Die Politik Gaellands ist die vieler kleinerer Könige, deren Vorfahren ihre Reiche den Fomyr allmählich abgerungen haben. Die Menschen luannischer Abstammung hatten ihre Fürsten in langjährigen Kriegen verloren, so daß sie nach dem Abzug der Fomyr keine eigenen Reiche gründeten.

Die Geschichte Gaellands besteht aus einer Aufzählung von Kriegen zwischen Menschen kelmanischer Abstammung und Sprache (Luannu, Gaeli), Hennghi und Fomyr.

Bereits zur Zeit der Finsternis, wie der Grabenbruch im heutigen Poenis mit seinen den Himmel verdunkelnden Vulkanausbrüchen auch genannt wurde, wanderten die kelmanischen Stämme in die Länder im Osten der Gothan-See.

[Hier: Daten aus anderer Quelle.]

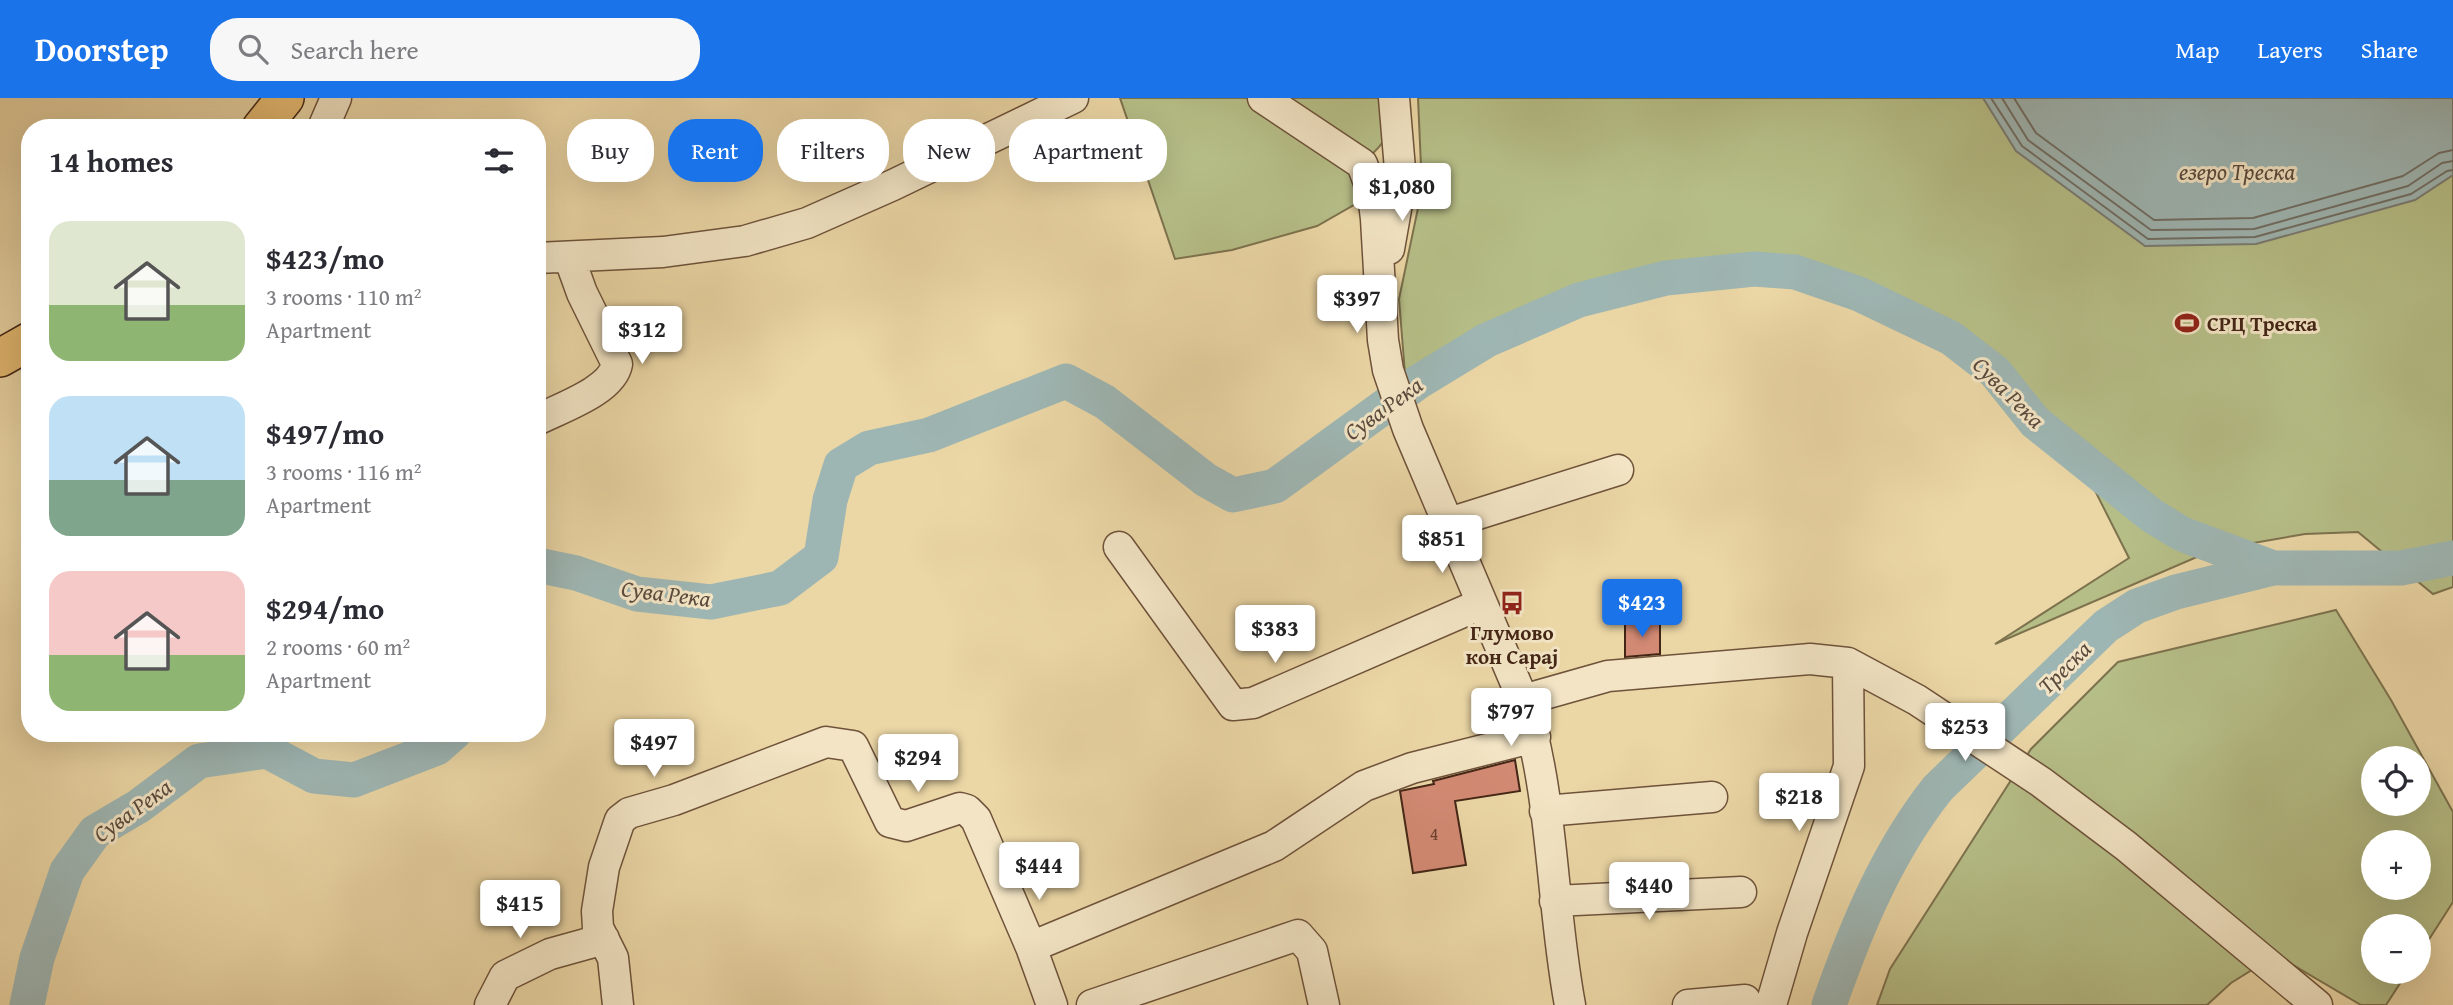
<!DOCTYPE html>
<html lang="en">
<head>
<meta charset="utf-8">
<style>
	:root { --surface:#fff; --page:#f7f7f7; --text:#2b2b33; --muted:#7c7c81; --accent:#1a73e8 }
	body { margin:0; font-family:"Gentium Book Plus",serif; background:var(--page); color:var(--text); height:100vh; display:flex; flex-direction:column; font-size:26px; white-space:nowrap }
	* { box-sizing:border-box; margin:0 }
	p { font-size:23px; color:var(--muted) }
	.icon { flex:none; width:38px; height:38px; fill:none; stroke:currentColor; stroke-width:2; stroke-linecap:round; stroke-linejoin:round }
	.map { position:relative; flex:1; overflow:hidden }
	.side { position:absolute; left:21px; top:21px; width:525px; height:623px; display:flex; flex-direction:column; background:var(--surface); border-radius:28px; box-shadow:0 7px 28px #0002 }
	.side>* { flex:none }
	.top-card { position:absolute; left:567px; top:21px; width:665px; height:63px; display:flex; gap:14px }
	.tools { position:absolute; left:2361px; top:648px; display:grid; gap:14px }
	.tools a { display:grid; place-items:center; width:70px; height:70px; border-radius:50%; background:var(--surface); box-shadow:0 7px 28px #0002; font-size:35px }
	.price { position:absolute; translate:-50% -60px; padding:0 16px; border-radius:7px; background:#fff; color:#222; font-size:23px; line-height:46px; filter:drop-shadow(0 2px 4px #0008) }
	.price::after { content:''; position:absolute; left:50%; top:42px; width:21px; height:16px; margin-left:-10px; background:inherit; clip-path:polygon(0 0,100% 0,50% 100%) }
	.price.current { background:var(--accent); color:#fff }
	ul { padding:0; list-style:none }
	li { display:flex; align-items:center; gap:21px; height:175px; padding:0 28px }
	li span { display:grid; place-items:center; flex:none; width:196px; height:140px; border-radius:21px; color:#555 }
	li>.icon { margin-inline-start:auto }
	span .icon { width:84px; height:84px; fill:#fffc; stroke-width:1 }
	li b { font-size:30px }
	h2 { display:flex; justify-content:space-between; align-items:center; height:84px; padding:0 28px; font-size:30px }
	.pill { padding:0 24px; border-radius:28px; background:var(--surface); box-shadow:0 7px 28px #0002; font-size:24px; line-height:63px }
	.pill.current { background:var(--accent); color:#fff }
	header { display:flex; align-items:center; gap:42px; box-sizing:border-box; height:98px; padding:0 35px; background:var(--accent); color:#fff }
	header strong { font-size:33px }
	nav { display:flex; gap:38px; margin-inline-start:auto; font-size:24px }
	.search { width:490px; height:63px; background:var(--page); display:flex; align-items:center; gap:18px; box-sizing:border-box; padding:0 24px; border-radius:28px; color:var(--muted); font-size:26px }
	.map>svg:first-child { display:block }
</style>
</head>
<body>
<header>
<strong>Doorstep</strong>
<div class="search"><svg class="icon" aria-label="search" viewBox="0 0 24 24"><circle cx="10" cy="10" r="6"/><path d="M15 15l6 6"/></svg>Search here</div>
<nav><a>Map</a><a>Layers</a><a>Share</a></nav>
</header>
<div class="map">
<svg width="2453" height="907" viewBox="0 0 2453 907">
	<rect width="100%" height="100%" fill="#ebd6a5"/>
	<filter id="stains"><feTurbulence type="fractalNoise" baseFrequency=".00286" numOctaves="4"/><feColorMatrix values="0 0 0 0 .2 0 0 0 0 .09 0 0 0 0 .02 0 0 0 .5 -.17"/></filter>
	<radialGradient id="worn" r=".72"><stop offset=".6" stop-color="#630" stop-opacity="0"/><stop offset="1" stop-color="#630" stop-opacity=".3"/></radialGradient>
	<path fill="#b6be87" stroke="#7d724e" stroke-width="2" fill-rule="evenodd" d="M1120,0H1394C1392,37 1389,40 1362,66L1373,96L1317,128L1232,152L1175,161Z
		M1418,0H2453V489L2433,496L2358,434L2305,436L2213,452L1995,546L2129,460L2075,353L2014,298L1883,196L1759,175L1638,190L1488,249L1406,288L1399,201L1422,91Z
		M2336,512L2391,602L2453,714V804L2419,857L2418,828H2373V873H2408L2386,907H2361L2276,857L2231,885L2207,907H1877L1890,871L2031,651L2118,564ZM2373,660H2418V705H2373ZM2373,744H2418V789H2373Z"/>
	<path fill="#9eb6b3" stroke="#7a7c74" stroke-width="2" d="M1983,0H2453V77L2415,102L2256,146L2145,148L2016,53Z"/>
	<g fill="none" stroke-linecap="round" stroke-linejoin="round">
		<path stroke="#716e64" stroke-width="2" d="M1991,0L2022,48L2148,141L2255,139L2411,96L2447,73L2453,72
			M2002,0L2028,42L2151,132L2254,131L2408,88L2442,65L2453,63
			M2014,0L2036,35L2154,122L2253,120L2403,78L2439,55L2453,52"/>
		<path stroke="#9eb6b3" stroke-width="35" d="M537,467L576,475L637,496L711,504L780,490L821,459L830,402L841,367L869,350L929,337L1066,283L1105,304L1206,382L1233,397L1275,388L1418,284L1487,242L1579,202L1666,180L1754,171L1795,174L1859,196L1951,240L1995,274L2035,324L2151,417L2182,436L2273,470
			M27,907L37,860L67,773L95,734L139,708L199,663L267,653L314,678L354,682L437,650L454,635
			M1829,907C1856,830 1887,754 1938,690L2106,528L2137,508L2176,494L2273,470H2401L2453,460"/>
	</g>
	<path fill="#d38a74" stroke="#442616" stroke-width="2" d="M1660,524V556L1625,559V525Z
		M1515,662L1520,693L1455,703L1466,767L1413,775L1400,693L1434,686L1433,683Z"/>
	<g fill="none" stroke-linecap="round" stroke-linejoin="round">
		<g stroke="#6e523a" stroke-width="33">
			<path id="minor" d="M1263,0L1362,66L1373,96L1376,121L1383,242L1388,272L1408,331L1523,602C1554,699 1551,806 1570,907
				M323,30L336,0
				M1389,151L1401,83L1394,0
				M537,160L663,154L745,143L807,125L893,87L1073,0
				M537,322C560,310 612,293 617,266L582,195L569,159
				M1449,425L1618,372
				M1119,449L1233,607L1253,605L1481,506
				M1523,602L1608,578L1810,561L1848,565L1917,602L2041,684L2126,748L2317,907
				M1545,713L1712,699
				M1555,803L1741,794
				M1031,849L1274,748L1364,688L1412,670L1535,639
				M490,907L505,878L550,856L604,841
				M618,907L613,860L598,830L597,813L604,769L620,722L629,715L674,702L826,644L853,648L890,724L906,728L960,710L967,712L976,721L1031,849L1052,907
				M1092,907L1298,837L1312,853L1324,907
				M1688,907L1745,902
				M1771,907L1792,835L1849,668L1848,565"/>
		</g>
		<g stroke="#442616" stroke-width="40">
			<path id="major" d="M261,30L285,0
				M0,260L30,243"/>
		</g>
		<use href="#minor" stroke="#f2e4c4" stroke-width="30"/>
		<use href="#major" stroke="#e6bb72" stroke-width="37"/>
	</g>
	<defs>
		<g id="stadium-bare" transform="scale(1.89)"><path d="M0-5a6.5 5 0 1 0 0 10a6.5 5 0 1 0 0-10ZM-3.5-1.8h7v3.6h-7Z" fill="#8f2418" stroke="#f2e4c4" stroke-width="2.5" paint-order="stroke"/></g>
		<g id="bus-bare" transform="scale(1.89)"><path d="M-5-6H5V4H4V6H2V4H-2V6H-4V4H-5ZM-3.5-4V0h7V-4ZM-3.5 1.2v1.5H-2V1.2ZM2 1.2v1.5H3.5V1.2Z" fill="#8f2418" stroke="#f2e4c4" stroke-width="2.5" paint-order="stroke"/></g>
	</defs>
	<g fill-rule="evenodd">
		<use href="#stadium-bare" x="2187" y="225"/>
		<use href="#bus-bare" x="1512" y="505"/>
	</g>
	<g text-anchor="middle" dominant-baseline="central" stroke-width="6" stroke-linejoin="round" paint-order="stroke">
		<g font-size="18" fill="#683f2e">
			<text x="1434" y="735">4</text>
		</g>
		<g font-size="21" font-weight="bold" fill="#442616" stroke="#f2e4c4" text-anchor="start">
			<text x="2207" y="225">СРЦ Треска</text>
			<text x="1512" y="534" text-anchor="middle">Глумово<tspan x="1512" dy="24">кон Сарај</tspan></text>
		</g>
		<g font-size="23" font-style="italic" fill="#5a4a3d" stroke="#f2e4c4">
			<text x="2237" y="73">езеро Треска</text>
			<text transform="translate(2009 294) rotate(45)">Сува Река</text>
			<text transform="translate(1383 310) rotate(-36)">Сува Река</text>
			<text transform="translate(666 495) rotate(7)">Сува Река</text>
			<text transform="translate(2064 569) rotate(-45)">Треска</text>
			<text transform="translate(132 712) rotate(-36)">Сува Река</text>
		</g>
	</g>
	<rect width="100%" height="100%" filter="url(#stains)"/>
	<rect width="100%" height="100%" fill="url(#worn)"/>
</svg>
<div class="tools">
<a><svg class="icon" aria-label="locate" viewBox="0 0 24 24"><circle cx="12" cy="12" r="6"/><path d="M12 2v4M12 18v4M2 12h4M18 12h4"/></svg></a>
<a>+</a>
<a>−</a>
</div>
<b class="price" style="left:1402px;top:125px">$1,080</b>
<b class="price" style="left:1357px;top:237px">$397</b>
<b class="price" style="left:642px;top:268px">$312</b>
<b class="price" style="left:1442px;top:477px">$851</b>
<b class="price current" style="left:1642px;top:541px">$423</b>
<b class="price" style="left:1275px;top:567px">$383</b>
<b class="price" style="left:1511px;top:650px">$797</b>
<b class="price" style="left:1965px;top:665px">$253</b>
<b class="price" style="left:654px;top:681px">$497</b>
<b class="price" style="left:918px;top:696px">$294</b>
<b class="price" style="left:1799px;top:735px">$218</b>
<b class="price" style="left:1039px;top:804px">$444</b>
<b class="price" style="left:1649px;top:824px">$440</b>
<b class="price" style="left:520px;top:842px">$415</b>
<div class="top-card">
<a class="pill">Buy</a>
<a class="pill current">Rent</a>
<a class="pill">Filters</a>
<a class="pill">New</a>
<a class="pill">Apartment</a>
</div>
<section class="side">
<h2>14 homes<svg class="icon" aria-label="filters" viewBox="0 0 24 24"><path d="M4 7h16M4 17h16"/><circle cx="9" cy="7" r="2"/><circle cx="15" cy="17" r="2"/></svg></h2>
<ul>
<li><span style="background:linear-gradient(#dfe7d0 60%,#8fb573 0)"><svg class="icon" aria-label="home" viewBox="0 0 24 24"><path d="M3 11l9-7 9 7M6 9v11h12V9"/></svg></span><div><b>$423/mo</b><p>3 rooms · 110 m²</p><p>Apartment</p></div></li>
<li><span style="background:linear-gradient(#bfe0f5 60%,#7fa58c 0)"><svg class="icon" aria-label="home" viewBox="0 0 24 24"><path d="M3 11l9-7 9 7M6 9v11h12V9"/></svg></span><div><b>$497/mo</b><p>3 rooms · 116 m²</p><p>Apartment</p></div></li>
<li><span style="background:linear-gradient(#f6c9c9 60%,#8fb573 0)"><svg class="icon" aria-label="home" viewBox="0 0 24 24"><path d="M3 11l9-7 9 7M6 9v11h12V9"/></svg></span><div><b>$294/mo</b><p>2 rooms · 60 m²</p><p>Apartment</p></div></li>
</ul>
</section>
</div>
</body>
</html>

Dort trafen sie neben Elben und Zwergen auch auf die menschlichen Ureinwohner (Vorfahren der Hennghi), die als primitive Jäger und Fischer lebten. Diese hatten gegen die dichter siedelnden und deshalb menschenreicheren Kelmani keine Chance und mußten sich allmählich in die unwirtlicheren nördlichen Bereiche der Küste der Gothan-See zurückziehen. Dort trafen sie auf die Fomyr, die sie zunächst wegen der ständig nachdrängenden Stämme aus dem Süden zurückdrängen konnten. Die Fomyr sind ein Volk, dessen Legenden es zu nahen Verwandten der Riesen des Nordens macht. Der durchschnittliche Fomyr ist 1, 90 Meter groß und breitschultrig. Bis auf ihre an Raubtiere erinnernden Zähne gleichen sie ansonsten hochgewachsenen, dunkelhaarigen Menschen. Ihr Heimatland ist eine Insel im Norden der hennghischen Inseln, auf der ihre Festungen aus der Zeit ihrer Kriege gegen Elben und Zwerge stehen.

Zur Zeit der hennghischen Nordzüge hatten die Fomyr die felsigen Küsten der nördlichen Inseln dünn besiedelt; sie unterhielten Erzminen im Landesinneren, mit deren Erträgen sie die Essen ihrer Heimat fütterten. Zwar besaßen die Fomyr schon damals eine fortgeschrittene Metalltechnologie, sie waren aber nicht auf die Invasion verzweifelter Primitiver mit Steinwaffen und Geistermagie vorbereitet. Die Geister der hennghischen Schamanen brachten ihren Kriegern den Sieg über die Vorposten fomyrischer Zivilisation ein.

Die Luannu und Oghier waren die kelmanischen Völker, die an vorderster Front gegen die Hennghi kämpften. Sie besiedelten schließlich Gaelland (damals An'Luannu) und Nan Ogh, sowie das heutige Gotaland und Welsi. Im Gegensatz zu Fomyr und Hennghi hatten sie ein gutes Verhältnis zu den Elben und auch zu den Zwergen; mit den Elben teilten sie sogar die Verehrung der Landmutter und der Mondgöttin. Im nördlichen Nan Ogh standen sie den Elben und Sidhe sogar im Kampf gegen die eisenbewehrten Fomyr bei und verdienten sich damit die Unterstützung dieses älteren Volkes; die Druiden lernten einen großen Teil ihrer besonderen Fähigkeiten von den Zauberern der Sidhe.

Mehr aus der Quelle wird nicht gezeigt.